Please copy out every line of the data word for word.

##### Dataset excerpts

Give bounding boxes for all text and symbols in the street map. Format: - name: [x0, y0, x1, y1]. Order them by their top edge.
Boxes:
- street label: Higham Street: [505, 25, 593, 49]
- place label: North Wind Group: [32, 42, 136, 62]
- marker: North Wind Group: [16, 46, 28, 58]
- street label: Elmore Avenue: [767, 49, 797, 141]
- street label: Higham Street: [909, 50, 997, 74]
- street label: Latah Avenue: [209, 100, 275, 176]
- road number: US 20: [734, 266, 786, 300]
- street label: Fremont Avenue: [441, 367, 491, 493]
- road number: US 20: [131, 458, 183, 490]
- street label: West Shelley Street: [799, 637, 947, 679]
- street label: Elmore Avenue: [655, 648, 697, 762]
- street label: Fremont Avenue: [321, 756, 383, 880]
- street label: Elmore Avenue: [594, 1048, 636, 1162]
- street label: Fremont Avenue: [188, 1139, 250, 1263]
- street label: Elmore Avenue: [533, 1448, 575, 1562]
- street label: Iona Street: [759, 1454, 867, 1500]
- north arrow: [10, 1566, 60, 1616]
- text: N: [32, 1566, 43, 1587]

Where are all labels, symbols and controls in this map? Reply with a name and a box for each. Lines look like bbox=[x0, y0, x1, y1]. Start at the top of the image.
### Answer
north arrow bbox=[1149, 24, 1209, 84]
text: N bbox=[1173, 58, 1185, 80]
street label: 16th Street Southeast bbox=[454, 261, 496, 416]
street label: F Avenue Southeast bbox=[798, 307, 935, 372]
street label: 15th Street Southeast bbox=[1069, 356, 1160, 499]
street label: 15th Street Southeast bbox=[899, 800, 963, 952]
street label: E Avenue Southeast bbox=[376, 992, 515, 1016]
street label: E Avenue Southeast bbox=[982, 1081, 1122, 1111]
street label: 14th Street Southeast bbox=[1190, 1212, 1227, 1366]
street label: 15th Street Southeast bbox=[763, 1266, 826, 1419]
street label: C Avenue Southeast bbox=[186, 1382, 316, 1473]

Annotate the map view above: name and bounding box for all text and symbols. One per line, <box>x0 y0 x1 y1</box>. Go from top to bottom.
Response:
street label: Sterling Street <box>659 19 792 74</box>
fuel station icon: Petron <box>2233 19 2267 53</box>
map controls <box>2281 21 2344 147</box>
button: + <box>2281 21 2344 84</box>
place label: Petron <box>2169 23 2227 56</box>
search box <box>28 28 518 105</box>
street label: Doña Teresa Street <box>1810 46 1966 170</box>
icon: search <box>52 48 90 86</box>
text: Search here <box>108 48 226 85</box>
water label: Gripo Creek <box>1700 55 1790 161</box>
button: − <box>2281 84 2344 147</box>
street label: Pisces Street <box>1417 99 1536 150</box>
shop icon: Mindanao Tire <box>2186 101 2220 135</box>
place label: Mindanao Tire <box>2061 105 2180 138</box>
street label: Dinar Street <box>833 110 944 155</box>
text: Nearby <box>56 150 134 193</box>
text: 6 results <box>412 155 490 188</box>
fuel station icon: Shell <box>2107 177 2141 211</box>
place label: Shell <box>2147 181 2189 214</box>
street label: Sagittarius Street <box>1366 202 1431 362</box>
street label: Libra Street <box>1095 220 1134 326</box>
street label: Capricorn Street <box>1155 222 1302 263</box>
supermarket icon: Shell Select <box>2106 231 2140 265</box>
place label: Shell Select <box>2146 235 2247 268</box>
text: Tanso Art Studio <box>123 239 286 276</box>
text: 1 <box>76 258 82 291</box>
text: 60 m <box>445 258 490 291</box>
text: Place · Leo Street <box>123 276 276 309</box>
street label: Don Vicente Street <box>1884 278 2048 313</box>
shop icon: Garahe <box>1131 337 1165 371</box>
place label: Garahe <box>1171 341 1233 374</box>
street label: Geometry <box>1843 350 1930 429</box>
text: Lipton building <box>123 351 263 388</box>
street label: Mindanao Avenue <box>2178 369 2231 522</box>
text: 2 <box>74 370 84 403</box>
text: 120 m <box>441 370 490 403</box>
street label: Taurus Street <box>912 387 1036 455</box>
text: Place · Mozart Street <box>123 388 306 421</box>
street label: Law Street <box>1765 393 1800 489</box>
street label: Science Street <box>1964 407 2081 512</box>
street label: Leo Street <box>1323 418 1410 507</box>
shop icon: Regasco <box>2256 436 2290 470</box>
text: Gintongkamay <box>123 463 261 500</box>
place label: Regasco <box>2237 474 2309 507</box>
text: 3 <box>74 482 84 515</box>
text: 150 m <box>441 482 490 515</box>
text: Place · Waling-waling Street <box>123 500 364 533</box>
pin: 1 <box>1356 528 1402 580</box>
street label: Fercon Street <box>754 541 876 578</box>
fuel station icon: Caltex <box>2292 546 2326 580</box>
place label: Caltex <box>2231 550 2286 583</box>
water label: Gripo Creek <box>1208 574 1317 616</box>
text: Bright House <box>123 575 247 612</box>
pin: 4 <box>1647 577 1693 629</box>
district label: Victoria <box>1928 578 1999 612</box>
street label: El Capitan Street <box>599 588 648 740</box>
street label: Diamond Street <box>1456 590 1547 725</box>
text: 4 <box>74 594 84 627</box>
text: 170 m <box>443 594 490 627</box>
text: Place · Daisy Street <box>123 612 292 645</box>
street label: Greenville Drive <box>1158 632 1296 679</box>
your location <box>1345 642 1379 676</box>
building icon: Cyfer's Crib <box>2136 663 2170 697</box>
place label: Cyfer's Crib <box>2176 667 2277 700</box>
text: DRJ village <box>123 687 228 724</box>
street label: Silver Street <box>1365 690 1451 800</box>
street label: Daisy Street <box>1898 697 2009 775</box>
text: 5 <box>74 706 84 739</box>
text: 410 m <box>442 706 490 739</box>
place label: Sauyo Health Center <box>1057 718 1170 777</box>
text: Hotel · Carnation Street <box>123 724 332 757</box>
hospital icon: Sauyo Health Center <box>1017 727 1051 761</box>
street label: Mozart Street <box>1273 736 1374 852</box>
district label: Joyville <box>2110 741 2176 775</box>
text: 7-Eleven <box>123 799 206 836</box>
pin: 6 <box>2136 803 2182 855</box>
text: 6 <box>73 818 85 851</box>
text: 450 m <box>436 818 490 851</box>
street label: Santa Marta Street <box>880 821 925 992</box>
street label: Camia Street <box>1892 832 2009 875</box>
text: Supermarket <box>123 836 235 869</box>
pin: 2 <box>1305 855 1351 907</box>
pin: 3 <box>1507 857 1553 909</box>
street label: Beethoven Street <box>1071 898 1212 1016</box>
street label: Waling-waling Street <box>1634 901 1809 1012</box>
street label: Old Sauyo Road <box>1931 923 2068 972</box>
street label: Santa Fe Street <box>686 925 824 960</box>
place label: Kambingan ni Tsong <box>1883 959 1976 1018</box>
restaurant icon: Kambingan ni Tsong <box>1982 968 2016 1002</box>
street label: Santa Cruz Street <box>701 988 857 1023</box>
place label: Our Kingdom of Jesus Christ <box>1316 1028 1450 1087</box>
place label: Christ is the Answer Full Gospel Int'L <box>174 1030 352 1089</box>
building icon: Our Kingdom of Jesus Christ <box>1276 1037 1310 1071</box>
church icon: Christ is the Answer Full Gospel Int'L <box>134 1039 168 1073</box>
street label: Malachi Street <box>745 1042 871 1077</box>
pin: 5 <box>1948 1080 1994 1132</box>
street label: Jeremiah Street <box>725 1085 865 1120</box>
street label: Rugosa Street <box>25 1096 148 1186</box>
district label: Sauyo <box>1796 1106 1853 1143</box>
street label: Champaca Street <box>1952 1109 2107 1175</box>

##########

§ Exercise solution:
Give bounding boxes for all text and symbols in the street map. Format: - name: [x0, y0, x1, y1]. Order them by their top edge.
Boxes:
- street label: Higham Street: [505, 25, 593, 49]
- place label: North Wind Group: [32, 42, 136, 62]
- marker: North Wind Group: [16, 46, 28, 58]
- street label: Elmore Avenue: [767, 49, 797, 141]
- street label: Higham Street: [909, 50, 997, 74]
- street label: Latah Avenue: [209, 100, 275, 176]
- road number: US 20: [734, 266, 786, 300]
- street label: Fremont Avenue: [441, 367, 491, 493]
- road number: US 20: [131, 458, 183, 490]
- street label: West Shelley Street: [799, 637, 947, 679]
- street label: Elmore Avenue: [655, 648, 697, 762]
- street label: Fremont Avenue: [321, 756, 383, 880]
- street label: Elmore Avenue: [594, 1048, 636, 1162]
- street label: Fremont Avenue: [188, 1139, 250, 1263]
- street label: Elmore Avenue: [533, 1448, 575, 1562]
- street label: Iona Street: [759, 1454, 867, 1500]
- north arrow: [10, 1566, 60, 1616]
- text: N: [32, 1566, 43, 1587]

Where are all labels, symbols and controls in this map? Reply with a name and a box for each. Lines look like bbox=[x0, y0, x1, y1]. Start at the top of the image.
### Answer
north arrow bbox=[1149, 24, 1209, 84]
text: N bbox=[1173, 58, 1185, 80]
street label: 16th Street Southeast bbox=[454, 261, 496, 416]
street label: F Avenue Southeast bbox=[798, 307, 935, 372]
street label: 15th Street Southeast bbox=[1069, 356, 1160, 499]
street label: 15th Street Southeast bbox=[899, 800, 963, 952]
street label: E Avenue Southeast bbox=[376, 992, 515, 1016]
street label: E Avenue Southeast bbox=[982, 1081, 1122, 1111]
street label: 14th Street Southeast bbox=[1190, 1212, 1227, 1366]
street label: 15th Street Southeast bbox=[763, 1266, 826, 1419]
street label: C Avenue Southeast bbox=[186, 1382, 316, 1473]

Annotate the map view above: name and bounding box for all text and symbols. One per line, <box>x0 y0 x1 y1</box>. Go from top to bottom.
Response:
street label: Sterling Street <box>659 19 792 74</box>
fuel station icon: Petron <box>2233 19 2267 53</box>
map controls <box>2281 21 2344 147</box>
button: + <box>2281 21 2344 84</box>
place label: Petron <box>2169 23 2227 56</box>
search box <box>28 28 518 105</box>
street label: Doña Teresa Street <box>1810 46 1966 170</box>
icon: search <box>52 48 90 86</box>
text: Search here <box>108 48 226 85</box>
water label: Gripo Creek <box>1700 55 1790 161</box>
button: − <box>2281 84 2344 147</box>
street label: Pisces Street <box>1417 99 1536 150</box>
shop icon: Mindanao Tire <box>2186 101 2220 135</box>
place label: Mindanao Tire <box>2061 105 2180 138</box>
street label: Dinar Street <box>833 110 944 155</box>
text: Nearby <box>56 150 134 193</box>
text: 6 results <box>412 155 490 188</box>
fuel station icon: Shell <box>2107 177 2141 211</box>
place label: Shell <box>2147 181 2189 214</box>
street label: Sagittarius Street <box>1366 202 1431 362</box>
street label: Libra Street <box>1095 220 1134 326</box>
street label: Capricorn Street <box>1155 222 1302 263</box>
supermarket icon: Shell Select <box>2106 231 2140 265</box>
place label: Shell Select <box>2146 235 2247 268</box>
text: Tanso Art Studio <box>123 239 286 276</box>
text: 1 <box>76 258 82 291</box>
text: 60 m <box>445 258 490 291</box>
text: Place · Leo Street <box>123 276 276 309</box>
street label: Don Vicente Street <box>1884 278 2048 313</box>
shop icon: Garahe <box>1131 337 1165 371</box>
place label: Garahe <box>1171 341 1233 374</box>
street label: Geometry <box>1843 350 1930 429</box>
text: Lipton building <box>123 351 263 388</box>
street label: Mindanao Avenue <box>2178 369 2231 522</box>
text: 2 <box>74 370 84 403</box>
text: 120 m <box>441 370 490 403</box>
street label: Taurus Street <box>912 387 1036 455</box>
text: Place · Mozart Street <box>123 388 306 421</box>
street label: Law Street <box>1765 393 1800 489</box>
street label: Science Street <box>1964 407 2081 512</box>
street label: Leo Street <box>1323 418 1410 507</box>
shop icon: Regasco <box>2256 436 2290 470</box>
text: Gintongkamay <box>123 463 261 500</box>
place label: Regasco <box>2237 474 2309 507</box>
text: 3 <box>74 482 84 515</box>
text: 150 m <box>441 482 490 515</box>
text: Place · Waling-waling Street <box>123 500 364 533</box>
pin: 1 <box>1356 528 1402 580</box>
street label: Fercon Street <box>754 541 876 578</box>
fuel station icon: Caltex <box>2292 546 2326 580</box>
place label: Caltex <box>2231 550 2286 583</box>
water label: Gripo Creek <box>1208 574 1317 616</box>
text: Bright House <box>123 575 247 612</box>
pin: 4 <box>1647 577 1693 629</box>
district label: Victoria <box>1928 578 1999 612</box>
street label: El Capitan Street <box>599 588 648 740</box>
street label: Diamond Street <box>1456 590 1547 725</box>
text: 4 <box>74 594 84 627</box>
text: 170 m <box>443 594 490 627</box>
text: Place · Daisy Street <box>123 612 292 645</box>
street label: Greenville Drive <box>1158 632 1296 679</box>
your location <box>1345 642 1379 676</box>
building icon: Cyfer's Crib <box>2136 663 2170 697</box>
place label: Cyfer's Crib <box>2176 667 2277 700</box>
text: DRJ village <box>123 687 228 724</box>
street label: Silver Street <box>1365 690 1451 800</box>
street label: Daisy Street <box>1898 697 2009 775</box>
text: 5 <box>74 706 84 739</box>
text: 410 m <box>442 706 490 739</box>
place label: Sauyo Health Center <box>1057 718 1170 777</box>
text: Hotel · Carnation Street <box>123 724 332 757</box>
hospital icon: Sauyo Health Center <box>1017 727 1051 761</box>
street label: Mozart Street <box>1273 736 1374 852</box>
district label: Joyville <box>2110 741 2176 775</box>
text: 7-Eleven <box>123 799 206 836</box>
pin: 6 <box>2136 803 2182 855</box>
text: 6 <box>73 818 85 851</box>
text: 450 m <box>436 818 490 851</box>
street label: Santa Marta Street <box>880 821 925 992</box>
street label: Camia Street <box>1892 832 2009 875</box>
text: Supermarket <box>123 836 235 869</box>
pin: 2 <box>1305 855 1351 907</box>
pin: 3 <box>1507 857 1553 909</box>
street label: Beethoven Street <box>1071 898 1212 1016</box>
street label: Waling-waling Street <box>1634 901 1809 1012</box>
street label: Old Sauyo Road <box>1931 923 2068 972</box>
street label: Santa Fe Street <box>686 925 824 960</box>
place label: Kambingan ni Tsong <box>1883 959 1976 1018</box>
restaurant icon: Kambingan ni Tsong <box>1982 968 2016 1002</box>
street label: Santa Cruz Street <box>701 988 857 1023</box>
place label: Our Kingdom of Jesus Christ <box>1316 1028 1450 1087</box>
place label: Christ is the Answer Full Gospel Int'L <box>174 1030 352 1089</box>
building icon: Our Kingdom of Jesus Christ <box>1276 1037 1310 1071</box>
church icon: Christ is the Answer Full Gospel Int'L <box>134 1039 168 1073</box>
street label: Malachi Street <box>745 1042 871 1077</box>
pin: 5 <box>1948 1080 1994 1132</box>
street label: Jeremiah Street <box>725 1085 865 1120</box>
street label: Rugosa Street <box>25 1096 148 1186</box>
district label: Sauyo <box>1796 1106 1853 1143</box>
street label: Champaca Street <box>1952 1109 2107 1175</box>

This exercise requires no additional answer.